Which lines of the entries contain the string "heat"? Copy each of them.

- Data listing -
────────────────

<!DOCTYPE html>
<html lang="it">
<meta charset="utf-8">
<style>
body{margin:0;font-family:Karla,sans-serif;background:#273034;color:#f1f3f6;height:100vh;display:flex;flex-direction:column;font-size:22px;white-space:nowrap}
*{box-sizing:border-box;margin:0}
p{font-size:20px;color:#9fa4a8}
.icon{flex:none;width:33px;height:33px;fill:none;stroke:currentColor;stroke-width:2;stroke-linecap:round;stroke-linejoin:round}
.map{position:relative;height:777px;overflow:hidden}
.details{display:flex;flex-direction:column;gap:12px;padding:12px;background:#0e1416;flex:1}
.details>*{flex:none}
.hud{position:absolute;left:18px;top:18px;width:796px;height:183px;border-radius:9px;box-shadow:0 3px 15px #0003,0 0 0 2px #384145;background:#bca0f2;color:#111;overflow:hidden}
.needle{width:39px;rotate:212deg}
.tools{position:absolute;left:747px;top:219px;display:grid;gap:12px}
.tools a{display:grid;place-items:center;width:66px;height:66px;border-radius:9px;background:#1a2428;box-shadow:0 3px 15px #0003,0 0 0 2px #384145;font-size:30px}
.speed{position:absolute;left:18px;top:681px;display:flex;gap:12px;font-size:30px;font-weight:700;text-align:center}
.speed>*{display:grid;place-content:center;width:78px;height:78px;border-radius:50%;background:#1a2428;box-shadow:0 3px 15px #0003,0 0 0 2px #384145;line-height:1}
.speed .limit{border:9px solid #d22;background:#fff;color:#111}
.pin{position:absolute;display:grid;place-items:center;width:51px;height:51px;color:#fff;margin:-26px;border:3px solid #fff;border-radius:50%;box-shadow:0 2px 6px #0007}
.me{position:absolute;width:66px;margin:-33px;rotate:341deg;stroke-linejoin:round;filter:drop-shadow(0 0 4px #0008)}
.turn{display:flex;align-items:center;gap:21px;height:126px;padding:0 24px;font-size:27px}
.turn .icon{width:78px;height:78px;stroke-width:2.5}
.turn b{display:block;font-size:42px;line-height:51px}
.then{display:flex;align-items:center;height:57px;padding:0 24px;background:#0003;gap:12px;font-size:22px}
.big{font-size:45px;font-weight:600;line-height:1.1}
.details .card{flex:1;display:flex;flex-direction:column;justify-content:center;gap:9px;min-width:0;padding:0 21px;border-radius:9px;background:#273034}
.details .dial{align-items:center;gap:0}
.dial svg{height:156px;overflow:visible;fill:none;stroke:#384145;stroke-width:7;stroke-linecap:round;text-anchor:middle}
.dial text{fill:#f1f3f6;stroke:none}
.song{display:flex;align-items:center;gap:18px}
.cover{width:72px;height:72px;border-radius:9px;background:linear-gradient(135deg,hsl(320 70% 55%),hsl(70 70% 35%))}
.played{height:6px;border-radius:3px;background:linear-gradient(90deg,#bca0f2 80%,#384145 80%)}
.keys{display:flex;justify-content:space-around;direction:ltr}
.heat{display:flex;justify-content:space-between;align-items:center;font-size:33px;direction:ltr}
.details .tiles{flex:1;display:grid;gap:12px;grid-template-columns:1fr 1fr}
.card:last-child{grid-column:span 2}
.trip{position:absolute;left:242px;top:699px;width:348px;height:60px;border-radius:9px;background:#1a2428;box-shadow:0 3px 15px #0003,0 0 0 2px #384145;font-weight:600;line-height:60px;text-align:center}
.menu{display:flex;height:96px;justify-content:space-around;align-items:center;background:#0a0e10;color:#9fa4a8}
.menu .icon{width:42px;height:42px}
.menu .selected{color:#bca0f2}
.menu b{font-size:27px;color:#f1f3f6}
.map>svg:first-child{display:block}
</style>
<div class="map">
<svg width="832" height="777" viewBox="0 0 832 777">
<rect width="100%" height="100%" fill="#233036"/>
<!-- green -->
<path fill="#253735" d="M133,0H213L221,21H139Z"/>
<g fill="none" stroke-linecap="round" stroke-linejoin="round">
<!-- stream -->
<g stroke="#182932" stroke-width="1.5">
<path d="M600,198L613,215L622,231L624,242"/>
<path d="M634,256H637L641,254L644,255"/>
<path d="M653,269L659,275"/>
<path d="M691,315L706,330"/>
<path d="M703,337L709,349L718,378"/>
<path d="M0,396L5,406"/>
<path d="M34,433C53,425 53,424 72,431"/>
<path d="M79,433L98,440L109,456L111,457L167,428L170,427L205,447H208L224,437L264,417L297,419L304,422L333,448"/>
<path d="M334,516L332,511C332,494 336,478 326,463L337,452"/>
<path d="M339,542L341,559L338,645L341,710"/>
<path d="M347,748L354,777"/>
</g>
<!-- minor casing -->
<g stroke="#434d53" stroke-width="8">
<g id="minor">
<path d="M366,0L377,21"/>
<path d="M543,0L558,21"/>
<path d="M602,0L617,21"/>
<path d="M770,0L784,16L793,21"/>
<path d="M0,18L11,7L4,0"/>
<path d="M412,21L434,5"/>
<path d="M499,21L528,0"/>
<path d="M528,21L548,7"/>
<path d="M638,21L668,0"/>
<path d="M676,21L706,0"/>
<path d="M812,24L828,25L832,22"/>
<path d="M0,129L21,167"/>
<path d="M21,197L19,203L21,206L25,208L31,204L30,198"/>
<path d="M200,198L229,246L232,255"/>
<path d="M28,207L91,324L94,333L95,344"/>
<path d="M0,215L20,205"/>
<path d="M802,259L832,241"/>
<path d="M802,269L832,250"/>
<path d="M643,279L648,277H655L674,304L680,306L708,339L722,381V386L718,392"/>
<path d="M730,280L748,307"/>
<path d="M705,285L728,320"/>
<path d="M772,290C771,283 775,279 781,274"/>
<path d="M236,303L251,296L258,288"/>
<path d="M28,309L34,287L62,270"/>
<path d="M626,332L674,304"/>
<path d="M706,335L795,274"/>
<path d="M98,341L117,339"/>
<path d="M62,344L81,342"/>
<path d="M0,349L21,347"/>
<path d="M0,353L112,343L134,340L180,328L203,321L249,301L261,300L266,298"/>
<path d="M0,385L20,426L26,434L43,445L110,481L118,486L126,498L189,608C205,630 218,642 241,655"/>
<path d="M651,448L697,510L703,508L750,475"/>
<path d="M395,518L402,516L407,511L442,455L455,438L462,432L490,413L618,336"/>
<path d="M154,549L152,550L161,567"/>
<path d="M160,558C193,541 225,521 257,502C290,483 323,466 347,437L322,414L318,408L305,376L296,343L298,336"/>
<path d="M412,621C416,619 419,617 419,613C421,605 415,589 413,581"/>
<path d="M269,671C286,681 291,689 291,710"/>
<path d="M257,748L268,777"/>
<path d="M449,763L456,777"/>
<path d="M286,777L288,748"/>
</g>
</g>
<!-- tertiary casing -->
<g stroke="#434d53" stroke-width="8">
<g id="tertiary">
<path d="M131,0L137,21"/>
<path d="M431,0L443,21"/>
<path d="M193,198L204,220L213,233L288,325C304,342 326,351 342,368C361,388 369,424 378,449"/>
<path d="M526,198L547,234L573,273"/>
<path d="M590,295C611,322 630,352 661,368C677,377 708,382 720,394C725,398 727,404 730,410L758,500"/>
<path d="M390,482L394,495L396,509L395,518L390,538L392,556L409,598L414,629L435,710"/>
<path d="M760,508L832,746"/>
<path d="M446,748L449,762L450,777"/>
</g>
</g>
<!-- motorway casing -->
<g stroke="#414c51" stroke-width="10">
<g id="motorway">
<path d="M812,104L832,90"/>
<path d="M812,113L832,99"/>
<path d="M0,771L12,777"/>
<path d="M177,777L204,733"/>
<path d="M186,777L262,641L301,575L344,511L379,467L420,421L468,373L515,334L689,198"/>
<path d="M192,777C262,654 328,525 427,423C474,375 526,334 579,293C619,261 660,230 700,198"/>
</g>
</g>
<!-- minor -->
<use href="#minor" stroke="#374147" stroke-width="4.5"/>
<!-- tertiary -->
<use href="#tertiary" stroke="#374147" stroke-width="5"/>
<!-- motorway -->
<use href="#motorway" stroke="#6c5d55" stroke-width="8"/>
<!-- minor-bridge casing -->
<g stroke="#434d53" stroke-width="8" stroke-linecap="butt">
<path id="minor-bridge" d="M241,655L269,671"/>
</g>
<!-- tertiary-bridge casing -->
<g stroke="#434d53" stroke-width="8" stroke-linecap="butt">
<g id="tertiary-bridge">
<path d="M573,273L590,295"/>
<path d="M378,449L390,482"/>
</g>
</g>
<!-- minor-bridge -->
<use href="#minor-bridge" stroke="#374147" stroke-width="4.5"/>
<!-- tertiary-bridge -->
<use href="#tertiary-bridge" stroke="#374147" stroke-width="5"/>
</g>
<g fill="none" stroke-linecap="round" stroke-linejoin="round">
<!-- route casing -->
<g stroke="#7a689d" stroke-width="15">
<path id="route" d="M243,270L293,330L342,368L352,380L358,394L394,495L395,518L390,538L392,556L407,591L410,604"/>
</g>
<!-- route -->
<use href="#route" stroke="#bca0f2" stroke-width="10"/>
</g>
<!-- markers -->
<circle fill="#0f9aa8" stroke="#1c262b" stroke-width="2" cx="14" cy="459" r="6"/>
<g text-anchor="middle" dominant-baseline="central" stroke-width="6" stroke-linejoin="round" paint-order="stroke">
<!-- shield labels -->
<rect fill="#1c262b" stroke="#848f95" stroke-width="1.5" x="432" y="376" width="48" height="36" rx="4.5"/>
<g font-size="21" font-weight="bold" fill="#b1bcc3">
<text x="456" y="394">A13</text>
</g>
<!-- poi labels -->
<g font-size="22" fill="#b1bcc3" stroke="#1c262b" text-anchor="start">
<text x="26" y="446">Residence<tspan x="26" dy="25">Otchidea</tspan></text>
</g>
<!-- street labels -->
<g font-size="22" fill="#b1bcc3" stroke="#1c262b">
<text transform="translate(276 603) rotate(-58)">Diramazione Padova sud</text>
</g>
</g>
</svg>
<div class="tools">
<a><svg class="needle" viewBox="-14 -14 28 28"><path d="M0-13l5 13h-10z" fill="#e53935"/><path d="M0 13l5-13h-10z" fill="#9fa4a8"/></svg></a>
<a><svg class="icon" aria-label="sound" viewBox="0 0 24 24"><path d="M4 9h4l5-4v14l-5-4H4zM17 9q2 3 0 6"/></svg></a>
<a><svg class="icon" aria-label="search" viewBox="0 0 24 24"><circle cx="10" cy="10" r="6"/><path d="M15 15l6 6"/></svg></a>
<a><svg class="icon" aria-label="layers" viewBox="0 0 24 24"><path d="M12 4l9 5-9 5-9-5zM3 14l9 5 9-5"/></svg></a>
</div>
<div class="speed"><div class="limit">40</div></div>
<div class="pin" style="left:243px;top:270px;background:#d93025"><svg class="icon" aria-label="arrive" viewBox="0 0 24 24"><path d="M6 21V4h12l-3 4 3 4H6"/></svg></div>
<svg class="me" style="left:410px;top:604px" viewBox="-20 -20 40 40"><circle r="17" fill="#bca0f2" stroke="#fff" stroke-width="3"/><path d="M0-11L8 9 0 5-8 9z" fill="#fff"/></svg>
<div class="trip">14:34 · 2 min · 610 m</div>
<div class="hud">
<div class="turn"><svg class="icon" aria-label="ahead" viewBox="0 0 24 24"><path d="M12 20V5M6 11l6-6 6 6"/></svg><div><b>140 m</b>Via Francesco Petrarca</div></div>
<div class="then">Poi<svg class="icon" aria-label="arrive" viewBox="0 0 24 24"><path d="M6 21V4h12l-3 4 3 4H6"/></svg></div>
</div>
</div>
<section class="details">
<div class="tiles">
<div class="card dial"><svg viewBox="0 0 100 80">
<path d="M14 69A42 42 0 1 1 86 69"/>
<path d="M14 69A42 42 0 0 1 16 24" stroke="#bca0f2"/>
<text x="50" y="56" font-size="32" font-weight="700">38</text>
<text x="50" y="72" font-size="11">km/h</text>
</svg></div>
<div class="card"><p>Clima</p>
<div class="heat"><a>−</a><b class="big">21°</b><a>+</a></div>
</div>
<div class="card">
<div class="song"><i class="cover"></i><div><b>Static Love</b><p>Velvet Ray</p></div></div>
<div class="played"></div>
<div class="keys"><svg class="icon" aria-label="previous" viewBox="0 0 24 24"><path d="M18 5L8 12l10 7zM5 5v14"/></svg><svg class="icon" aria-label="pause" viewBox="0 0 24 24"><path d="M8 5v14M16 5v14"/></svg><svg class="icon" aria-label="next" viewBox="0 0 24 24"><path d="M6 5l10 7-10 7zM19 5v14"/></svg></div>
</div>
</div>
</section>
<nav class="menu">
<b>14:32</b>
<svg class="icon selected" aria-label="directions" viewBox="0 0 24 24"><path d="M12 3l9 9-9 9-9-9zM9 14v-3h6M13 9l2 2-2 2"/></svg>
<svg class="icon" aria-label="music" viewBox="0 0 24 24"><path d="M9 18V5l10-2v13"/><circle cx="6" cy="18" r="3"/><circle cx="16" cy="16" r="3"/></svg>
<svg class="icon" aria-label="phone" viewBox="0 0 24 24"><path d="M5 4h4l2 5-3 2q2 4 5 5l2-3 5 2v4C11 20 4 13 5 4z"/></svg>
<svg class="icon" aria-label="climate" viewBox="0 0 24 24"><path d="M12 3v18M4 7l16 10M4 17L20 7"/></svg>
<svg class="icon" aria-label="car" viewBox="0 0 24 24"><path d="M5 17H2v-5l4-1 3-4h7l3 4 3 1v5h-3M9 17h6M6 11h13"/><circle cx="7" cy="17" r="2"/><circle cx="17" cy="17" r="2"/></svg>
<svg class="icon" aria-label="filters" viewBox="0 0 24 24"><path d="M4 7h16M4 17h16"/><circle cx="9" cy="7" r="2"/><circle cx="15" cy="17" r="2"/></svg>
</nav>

────────────────

- Output of the task -
.heat{display:flex;justify-content:space-between;align-items:center;font-size:33px;direction:ltr}
<div class="heat"><a>−</a><b class="big">21°</b><a>+</a></div>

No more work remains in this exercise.